Just the sight of thousands of Filipinos coming out onto EDSA to show their support for and solidarity with the rebellious soldiers had a moral wholeness to it, which is indispensable to any doing like this in terms of scale and purpose. This unity was not only moral but political too.

Indeed, EDSA possessed at once a spiritual and secular grace—the spiritual aspect drew upon the good-versus-evil theme thereby galvanizing the people, while the secular brought Philippine democracy back from the dead.

Filipinos were venturing into a decisive stage in their nation’s history, a stage in which they were both the actors and the composers. This is as important to remember as anything else about EDSA I: for Filipinos it had a value and beauty that was all their own. In a word, EDSA I and People Power was all Filipino in the making. Outsiders could only watch as a people far too accustomed to foreign influence took matters into their own hands.

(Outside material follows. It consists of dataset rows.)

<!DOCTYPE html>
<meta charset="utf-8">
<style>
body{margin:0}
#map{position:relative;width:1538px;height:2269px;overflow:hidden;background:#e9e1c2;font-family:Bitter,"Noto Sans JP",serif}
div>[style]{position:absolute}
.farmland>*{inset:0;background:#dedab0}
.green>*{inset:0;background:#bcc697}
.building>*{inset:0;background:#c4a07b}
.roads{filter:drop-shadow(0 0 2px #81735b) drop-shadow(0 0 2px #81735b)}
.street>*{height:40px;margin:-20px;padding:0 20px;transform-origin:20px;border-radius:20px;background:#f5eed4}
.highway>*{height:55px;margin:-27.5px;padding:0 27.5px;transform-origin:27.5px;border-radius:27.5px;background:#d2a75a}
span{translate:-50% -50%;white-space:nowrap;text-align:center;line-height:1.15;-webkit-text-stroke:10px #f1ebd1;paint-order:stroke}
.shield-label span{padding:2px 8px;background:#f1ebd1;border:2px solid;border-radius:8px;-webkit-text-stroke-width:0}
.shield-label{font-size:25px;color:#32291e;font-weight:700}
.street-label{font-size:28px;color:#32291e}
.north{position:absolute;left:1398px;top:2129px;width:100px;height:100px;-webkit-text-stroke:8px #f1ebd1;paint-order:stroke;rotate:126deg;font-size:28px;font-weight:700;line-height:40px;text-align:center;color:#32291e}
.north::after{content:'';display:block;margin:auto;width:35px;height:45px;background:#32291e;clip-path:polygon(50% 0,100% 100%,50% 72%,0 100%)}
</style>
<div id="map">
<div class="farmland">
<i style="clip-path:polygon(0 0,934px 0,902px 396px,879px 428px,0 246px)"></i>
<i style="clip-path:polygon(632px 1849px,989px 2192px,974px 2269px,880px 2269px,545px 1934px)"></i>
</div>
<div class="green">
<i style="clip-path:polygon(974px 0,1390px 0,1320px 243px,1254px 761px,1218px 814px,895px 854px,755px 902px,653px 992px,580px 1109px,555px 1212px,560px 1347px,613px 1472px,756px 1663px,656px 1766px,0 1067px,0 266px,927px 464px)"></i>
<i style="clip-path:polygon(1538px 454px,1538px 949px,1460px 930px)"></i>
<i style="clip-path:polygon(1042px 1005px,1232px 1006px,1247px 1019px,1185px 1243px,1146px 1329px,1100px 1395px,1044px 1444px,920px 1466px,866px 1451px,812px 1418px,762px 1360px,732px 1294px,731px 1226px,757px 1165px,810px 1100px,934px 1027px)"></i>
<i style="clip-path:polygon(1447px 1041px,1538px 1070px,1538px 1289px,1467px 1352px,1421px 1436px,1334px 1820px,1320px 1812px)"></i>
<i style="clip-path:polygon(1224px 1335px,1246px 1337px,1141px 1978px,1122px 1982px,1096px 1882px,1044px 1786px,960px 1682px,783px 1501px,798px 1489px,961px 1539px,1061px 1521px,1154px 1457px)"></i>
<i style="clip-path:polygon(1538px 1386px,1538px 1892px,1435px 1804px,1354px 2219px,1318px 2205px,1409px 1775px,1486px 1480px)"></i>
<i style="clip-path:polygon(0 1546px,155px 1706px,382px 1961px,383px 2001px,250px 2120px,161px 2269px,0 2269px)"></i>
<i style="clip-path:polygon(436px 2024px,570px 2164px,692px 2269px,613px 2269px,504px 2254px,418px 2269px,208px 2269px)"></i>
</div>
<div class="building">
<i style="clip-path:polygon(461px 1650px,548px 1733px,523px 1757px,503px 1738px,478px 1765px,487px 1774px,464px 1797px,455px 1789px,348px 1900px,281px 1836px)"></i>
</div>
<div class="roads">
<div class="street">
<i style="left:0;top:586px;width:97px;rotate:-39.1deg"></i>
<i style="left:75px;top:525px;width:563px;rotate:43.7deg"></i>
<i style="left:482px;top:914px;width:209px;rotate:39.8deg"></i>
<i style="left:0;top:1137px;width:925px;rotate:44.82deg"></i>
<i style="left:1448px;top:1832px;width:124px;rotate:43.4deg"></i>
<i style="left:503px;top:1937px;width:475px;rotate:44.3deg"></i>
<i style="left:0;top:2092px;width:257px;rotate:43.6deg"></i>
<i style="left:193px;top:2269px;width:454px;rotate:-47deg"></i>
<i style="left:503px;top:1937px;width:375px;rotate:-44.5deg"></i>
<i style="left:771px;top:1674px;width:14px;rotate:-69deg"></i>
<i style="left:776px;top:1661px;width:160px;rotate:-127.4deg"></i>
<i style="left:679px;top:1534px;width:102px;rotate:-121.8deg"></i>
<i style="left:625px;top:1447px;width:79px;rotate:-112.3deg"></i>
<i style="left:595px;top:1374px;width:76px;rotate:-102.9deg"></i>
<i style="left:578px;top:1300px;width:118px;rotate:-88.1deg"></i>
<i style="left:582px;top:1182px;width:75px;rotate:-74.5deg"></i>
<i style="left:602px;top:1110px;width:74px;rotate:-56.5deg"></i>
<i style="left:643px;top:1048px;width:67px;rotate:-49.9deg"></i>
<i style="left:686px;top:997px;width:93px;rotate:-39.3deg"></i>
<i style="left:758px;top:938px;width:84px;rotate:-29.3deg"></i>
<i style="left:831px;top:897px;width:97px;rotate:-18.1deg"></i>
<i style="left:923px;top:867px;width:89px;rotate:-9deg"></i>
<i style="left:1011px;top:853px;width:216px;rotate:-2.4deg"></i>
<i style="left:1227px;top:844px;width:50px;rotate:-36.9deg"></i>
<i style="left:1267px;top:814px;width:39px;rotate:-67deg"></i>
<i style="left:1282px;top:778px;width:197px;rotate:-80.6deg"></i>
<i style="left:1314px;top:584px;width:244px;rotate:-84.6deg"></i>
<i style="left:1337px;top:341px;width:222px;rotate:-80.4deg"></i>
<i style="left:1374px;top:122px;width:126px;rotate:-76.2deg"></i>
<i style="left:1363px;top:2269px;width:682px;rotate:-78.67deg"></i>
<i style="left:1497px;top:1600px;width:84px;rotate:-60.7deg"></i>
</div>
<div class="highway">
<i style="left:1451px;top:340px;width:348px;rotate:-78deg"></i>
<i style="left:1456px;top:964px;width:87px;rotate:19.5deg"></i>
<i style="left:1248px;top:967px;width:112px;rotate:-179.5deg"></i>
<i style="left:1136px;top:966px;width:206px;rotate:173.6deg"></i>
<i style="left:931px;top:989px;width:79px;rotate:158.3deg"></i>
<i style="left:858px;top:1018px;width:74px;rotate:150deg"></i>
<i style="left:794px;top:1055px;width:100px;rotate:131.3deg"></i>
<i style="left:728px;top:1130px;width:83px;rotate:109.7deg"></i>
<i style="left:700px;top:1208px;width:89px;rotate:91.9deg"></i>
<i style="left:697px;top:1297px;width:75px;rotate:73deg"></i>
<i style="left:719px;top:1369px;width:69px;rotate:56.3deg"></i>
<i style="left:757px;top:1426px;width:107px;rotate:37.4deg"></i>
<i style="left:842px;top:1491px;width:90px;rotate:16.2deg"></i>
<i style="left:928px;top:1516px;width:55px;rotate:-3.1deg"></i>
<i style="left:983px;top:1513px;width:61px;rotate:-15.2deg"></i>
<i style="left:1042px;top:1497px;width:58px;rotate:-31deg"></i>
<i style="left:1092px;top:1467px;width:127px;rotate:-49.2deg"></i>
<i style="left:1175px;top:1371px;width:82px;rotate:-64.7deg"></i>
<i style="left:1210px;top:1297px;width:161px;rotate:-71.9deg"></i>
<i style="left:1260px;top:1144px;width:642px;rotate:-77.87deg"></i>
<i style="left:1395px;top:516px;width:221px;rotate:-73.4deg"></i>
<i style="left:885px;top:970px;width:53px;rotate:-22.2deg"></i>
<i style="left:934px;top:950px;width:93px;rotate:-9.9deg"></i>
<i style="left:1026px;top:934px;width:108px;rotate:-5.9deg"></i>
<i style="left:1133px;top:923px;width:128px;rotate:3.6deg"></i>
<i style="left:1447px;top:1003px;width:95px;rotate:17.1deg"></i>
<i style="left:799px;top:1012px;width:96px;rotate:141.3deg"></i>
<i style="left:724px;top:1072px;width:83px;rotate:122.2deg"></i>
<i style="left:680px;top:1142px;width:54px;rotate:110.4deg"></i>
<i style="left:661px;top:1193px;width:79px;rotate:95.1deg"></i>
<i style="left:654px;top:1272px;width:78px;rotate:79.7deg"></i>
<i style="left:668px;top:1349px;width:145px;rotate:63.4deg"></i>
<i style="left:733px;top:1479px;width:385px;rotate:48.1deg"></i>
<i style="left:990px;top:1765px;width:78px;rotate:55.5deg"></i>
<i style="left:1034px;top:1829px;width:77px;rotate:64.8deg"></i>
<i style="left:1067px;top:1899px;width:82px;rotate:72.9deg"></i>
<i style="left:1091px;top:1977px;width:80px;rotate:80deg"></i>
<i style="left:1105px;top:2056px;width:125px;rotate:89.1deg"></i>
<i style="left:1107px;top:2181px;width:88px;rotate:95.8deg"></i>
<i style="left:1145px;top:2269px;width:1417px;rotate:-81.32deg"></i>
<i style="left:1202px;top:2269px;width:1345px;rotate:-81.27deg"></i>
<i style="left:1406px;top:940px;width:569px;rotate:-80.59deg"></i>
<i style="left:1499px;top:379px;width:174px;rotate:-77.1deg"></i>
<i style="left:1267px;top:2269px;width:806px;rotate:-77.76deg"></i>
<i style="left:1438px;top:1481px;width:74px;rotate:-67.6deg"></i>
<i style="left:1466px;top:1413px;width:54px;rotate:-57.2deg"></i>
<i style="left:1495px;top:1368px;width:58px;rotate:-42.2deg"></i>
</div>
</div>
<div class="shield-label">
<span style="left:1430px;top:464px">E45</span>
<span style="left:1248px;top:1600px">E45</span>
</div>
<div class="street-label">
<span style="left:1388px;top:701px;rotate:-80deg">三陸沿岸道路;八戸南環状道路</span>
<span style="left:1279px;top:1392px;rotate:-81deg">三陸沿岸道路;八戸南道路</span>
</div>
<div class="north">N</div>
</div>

Plausibly not since the revolutionary period against Spanish colonial domination in the late 1890’s had Filipinos taken such a resolute step towards exclusively reasserting their right to self-determination.

Reminiscing about EDSA I here makes it all the more disheartening to me that so many Millennial and Generation Z Filipinos have isolated People Power into the faraway past. Truth be told, for them what was accomplished in those heady days in 1986 has become outmoded, dated, even redundant.

With some of these younger Filipinos, the restorative memory of EDSA I as it has been imparted to them by their seniors has not been adequately fulfilling. The passage of time, the clockwork corruption and dereliction of much of the post-EDSA I era, the challenges of navigating the headwinds of the 21st century, and the revival of the Marcoses political fortunes along with the ascendancy of Rodrigo Duterte’s, have formed a dangerous wedge between the unambiguous meaning of EDSA I and its reception among the youths who will carry the future burden of administering the Philippines.

The danger lies in the consigning of EDSA I and People Power to the dustbin of history by both young skeptics and the populist, authoritarian forces that revolve around Rodrigo Duterte. The Philippines I must say, is potentially approaching an inflection point at which its democracy will be teetering on the edge.

The avoidance of that pressing possibility will depend on doing a better job of enlightening Filipino youths on the virtue and righteousness of EDSA I and People Power—for they will eventually be freedom’s salvation.